US Construction Market Report 3Q 2023
Trends and opportunities
The global construction industry continues to embrace innovative and more sustainable solutions for every stage of a project lifecycle, with the US pioneering many of these changes.
Some examples of trends and opportunities for the US construction industry include:
Construction technology and digital tools
Adoption of digital tools like Building Information Modeling (BIM), drones and the Internet of Things (IoT) sensors are rising to enhance project collaboration and visibility. IoT solutions, in particular, are thriving and being delivered by US-based companies such as Cisco and IBM.
North America alone estimates 5.4 billion IoT connections by 2025 — paving the way for more smart buildings and potentially even cities in the longer term.
Digital infrastructure will become a necessity in construction projects, illustrated through the use of digital twins, which are being leveraged more frequently for design coordination and construction management.
Now leveraged more frequently for design coordination and construction management, digital infrastructure provides value right across the project and asset lifecycle from day one — an approach supported as best practice by the likes of McKinsey & Company, which sees a role for digital twins to support the engineering process by creating a digital prototype of the final development even in the very early stages of a project.
Increasingly essential for stakeholders, sustainability targets input into the model.
Engineering teams can use a digital twin to validate their complex asset designs and adjust accordingly through time from a shared single platform. Advantageous from a sustainability angle, this validation enables digital twins to combine with predictive analytics and AI tools to help companies design greener, more efficient plans from the outset.
Adoption of net zero standards
Over 100 major companies have committed to carbon-neutral construction, as the adoption of net zero standards increases.
A recent World Green Building Council report identifies solutions to achieving net zero in buildings, including setting strong targets, access to sustainable finance, accurate data collection and deep retrofitting of existing buildings.

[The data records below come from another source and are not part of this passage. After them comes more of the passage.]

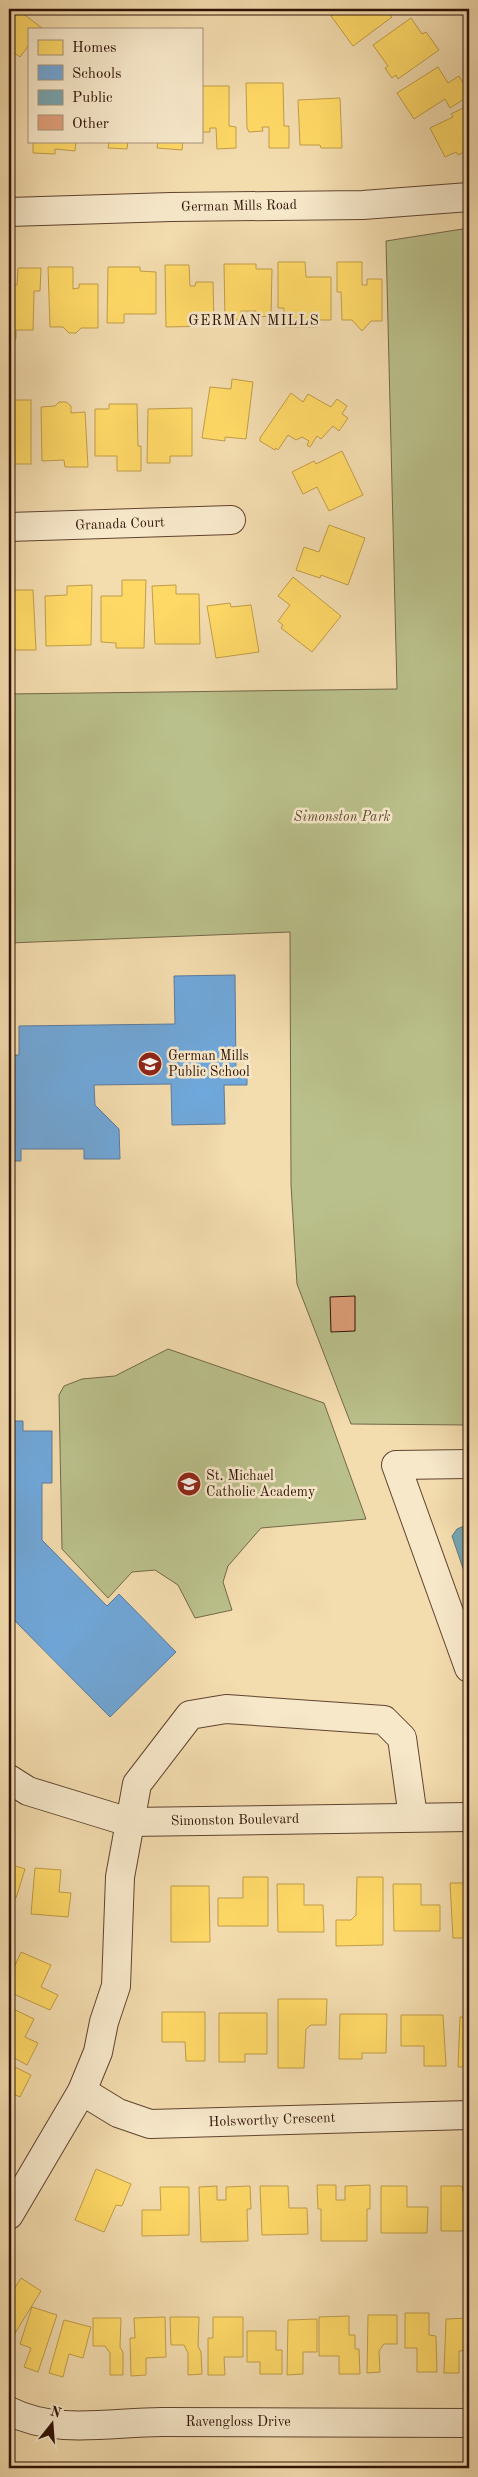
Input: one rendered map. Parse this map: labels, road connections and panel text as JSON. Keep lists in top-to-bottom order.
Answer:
{
  "streets": {
    "street": [
      "German Mills Road",
      "Granada Court",
      "Simonston Boulevard",
      "Holsworthy Crescent",
      "Ravengloss Drive"
    ]
  },
  "districts": ["GERMAN MILLS"],
  "parks": ["Simonston Park"],
  "places": {
    "school or university": ["German Mills Public School", "St. Michael Catholic Academy"]
  },
  "legend": [
    "Homes",
    "Schools",
    "Public",
    "Other"
  ],
  "north": "top"
}
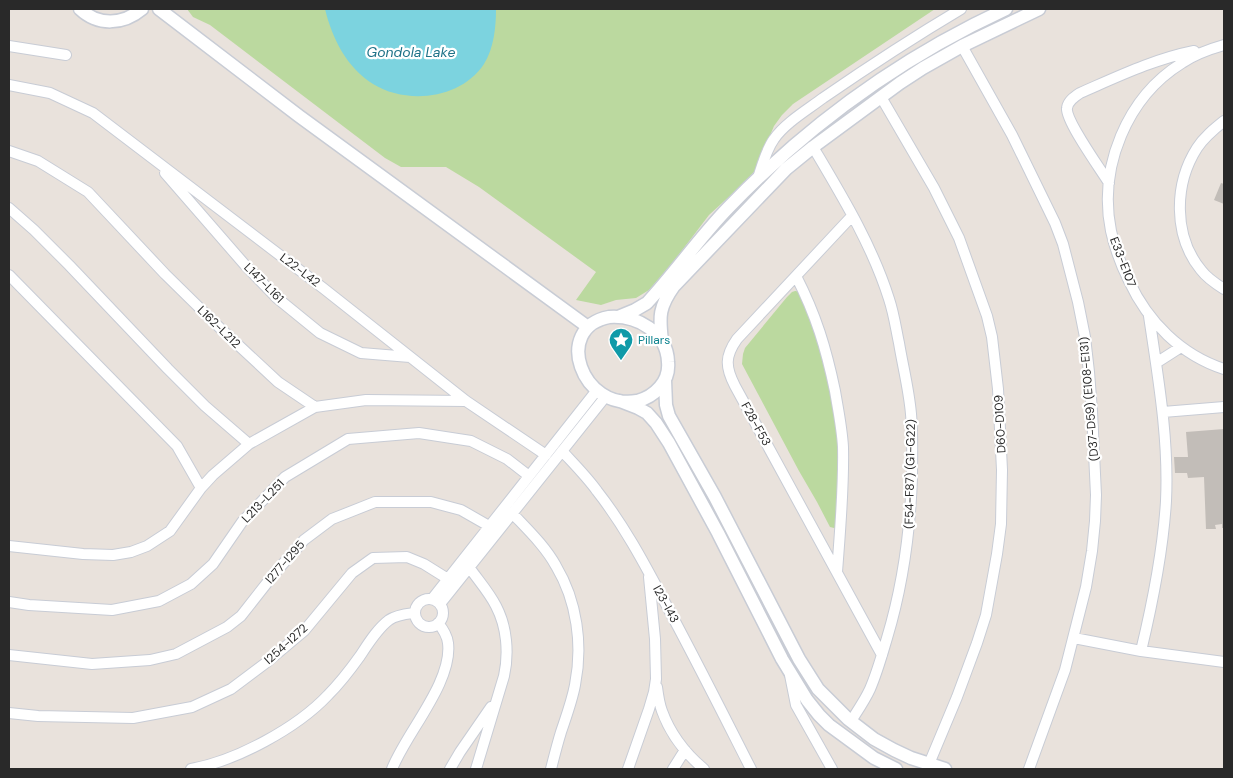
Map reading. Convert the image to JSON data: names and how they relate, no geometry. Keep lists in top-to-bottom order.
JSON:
{
  "streets": {
    "street": [
      "E33-E107",
      "L22-L42",
      "L147-L161",
      "L162-L212",
      "(D37-D59) (E108-E131)",
      "F28-F53",
      "D60-D109",
      "(F54-F87) (G1-G22)",
      "L213-L251",
      "I277-I295",
      "I23-I43",
      "I254-I272"
    ]
  },
  "crossings": [
    ["L22-L42", "L147-L161"],
    ["F28-F53", "(F54-F87) (G1-G22)"]
  ],
  "water": ["Gondola Lake"],
  "places": {
    "place": ["Pillars"]
  }
}
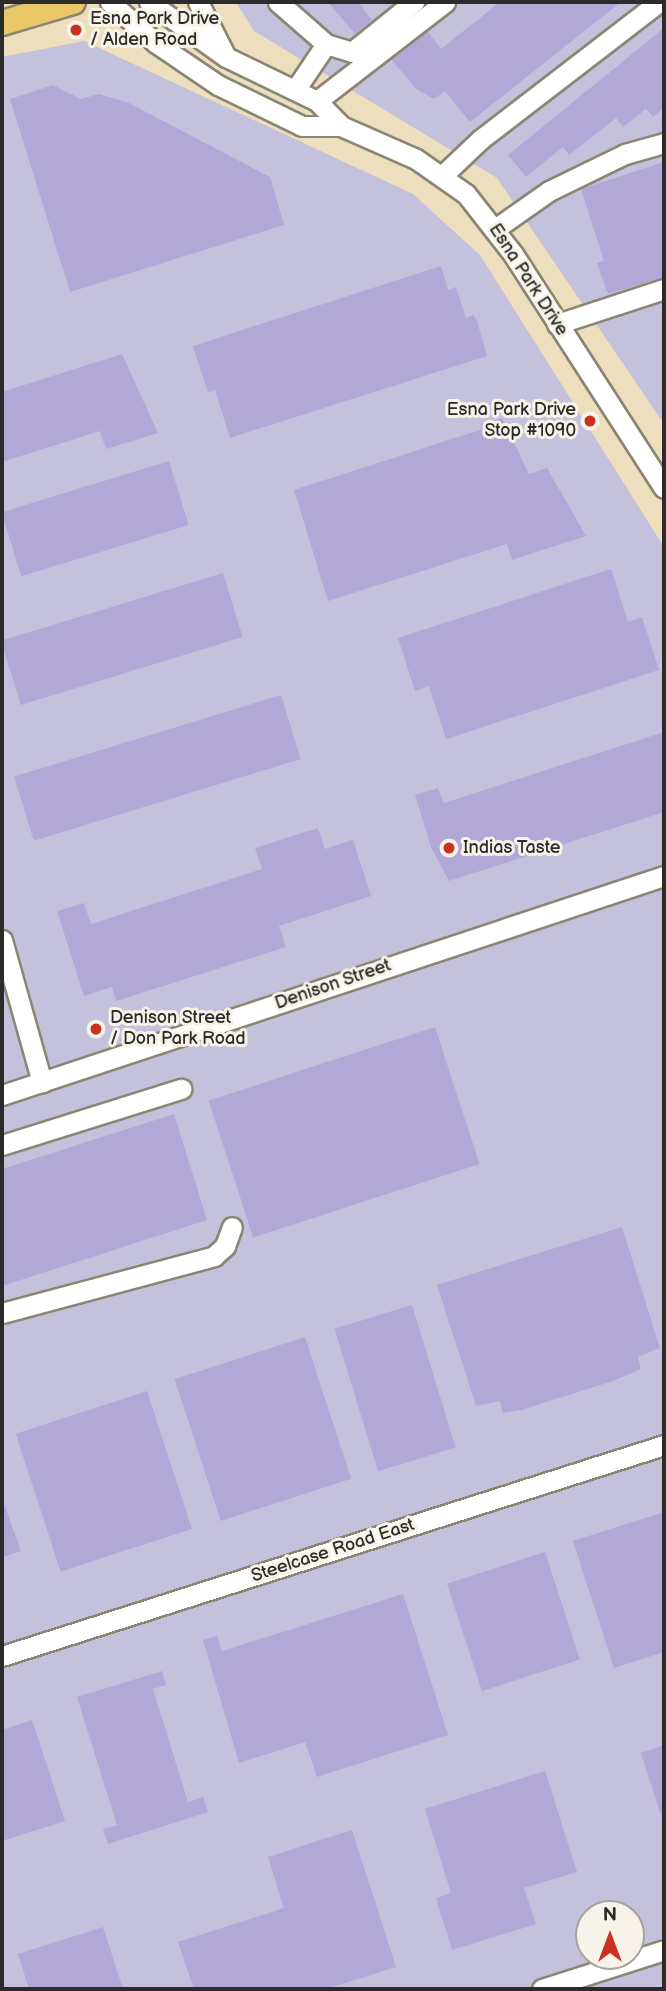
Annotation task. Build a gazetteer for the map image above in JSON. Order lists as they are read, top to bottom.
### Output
{
  "streets": {
    "street": ["Esna Park Drive", "Denison Street", "Steelcase Road East"]
  },
  "places": [
    "Esna Park Drive / Alden Road",
    "Esna Park Drive Stop #1090",
    "Indias Taste",
    "Denison Street / Don Park Road"
  ],
  "north": "top"
}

Retrofitting buildings can be achieved in an environmentally friendly way. Organizations such as the EPA highlight the potential of energy recovery. Converting non-recyclable waste materials into electricity and heat can generate a renewable energy source and reduces carbon emissions by offsetting the need for energy from fossil sources, as well as avoiding methane emissions from landfill.
JPMorgan is an example of how following ESG guidelines is now at the forefront of decision-making at the highest corporate levels. The firm recently unveiled the retrofit of its Polaris building in central Ohio — recycling 80% of the building materials from the renovation and achieving a green building certification of LEED Gold status.

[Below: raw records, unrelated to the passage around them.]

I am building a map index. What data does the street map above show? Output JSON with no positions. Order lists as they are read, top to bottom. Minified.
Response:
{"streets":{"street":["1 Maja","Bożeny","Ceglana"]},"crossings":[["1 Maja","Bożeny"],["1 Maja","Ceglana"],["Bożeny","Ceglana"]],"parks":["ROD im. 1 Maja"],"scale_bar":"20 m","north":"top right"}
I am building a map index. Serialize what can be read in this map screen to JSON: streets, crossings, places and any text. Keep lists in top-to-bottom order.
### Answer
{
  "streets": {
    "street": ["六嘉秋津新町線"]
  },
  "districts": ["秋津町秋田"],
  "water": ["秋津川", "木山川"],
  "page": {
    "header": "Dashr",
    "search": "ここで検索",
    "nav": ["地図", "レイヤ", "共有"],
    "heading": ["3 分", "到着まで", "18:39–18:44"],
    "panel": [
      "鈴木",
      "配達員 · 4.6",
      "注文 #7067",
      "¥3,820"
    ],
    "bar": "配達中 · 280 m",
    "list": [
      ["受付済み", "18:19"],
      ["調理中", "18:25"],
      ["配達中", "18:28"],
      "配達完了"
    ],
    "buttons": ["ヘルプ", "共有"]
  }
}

In addition, the installation of 700 solar modules on the building’s rooftop and more than 32,000 solar panel carports in the campus parking lots enables the building to meet 75% of its electricity needs independently.
Modular and offsite manufacturing
Modular construction and offsite manufacturing continue to gain momentum, as benefits that include minimized waste, customization and improved safety enable the industry to navigate headwinds such as labor shortages.
The size of the North American modular construction market reached $25.9 billion in 2022. It is likely to reach $35.7 billion by 2028.
However, the public perception of modular buildings — viewed as less desirable and lower quality — will still take time to change. This is particularly the case in the residential market for potential homebuyers. Developers finding land with the proper zoning to allow prefabricated houses is another challenge.
Supply chains have a vital role to play in maintaining momentum. For instance, an offsite factory’s ability to source a guaranteed supply of timber directly from a lumber business rather than through individual contractors should lead to smoother operations.
Flexibility and adaptability
The United Nations (UN) says the construction sector must shift its focus to repurposing existing buildings, rather than building new ones, to reduce carbon emissions — achieving a 50–75% saving on emissions in the process.
A National Bureau of Economic Research working paper highlights the opportunity available in the office sector, whereby 11% of US office buildings could be suitable for conversion to green multifamily properties.
In August, New York City mayor, Eric Adams, announced plans to convert more buildings in Manhattan to residential spaces by rezoning manufacturing areas in Midtown and by allowing the conversion of buildings built as recently as 1990 into housing.
Building owners will welcome rezoning policies and tax incentives to help propel conversions in other areas of the country.
In addition to housing, empty office space can often be ripe for conversion to other uses, such as hotels and laboratories. The intricacies of a building, though, can make a proposed conversion a challenging prospect often when ceiling heights are unsuitable or mechanical, electrical and plumbing services are insufficient.
Yet overcoming these challenges where feasible can still be less expensive than building from scratch and helps satisfy the UN’s sustainable development goals.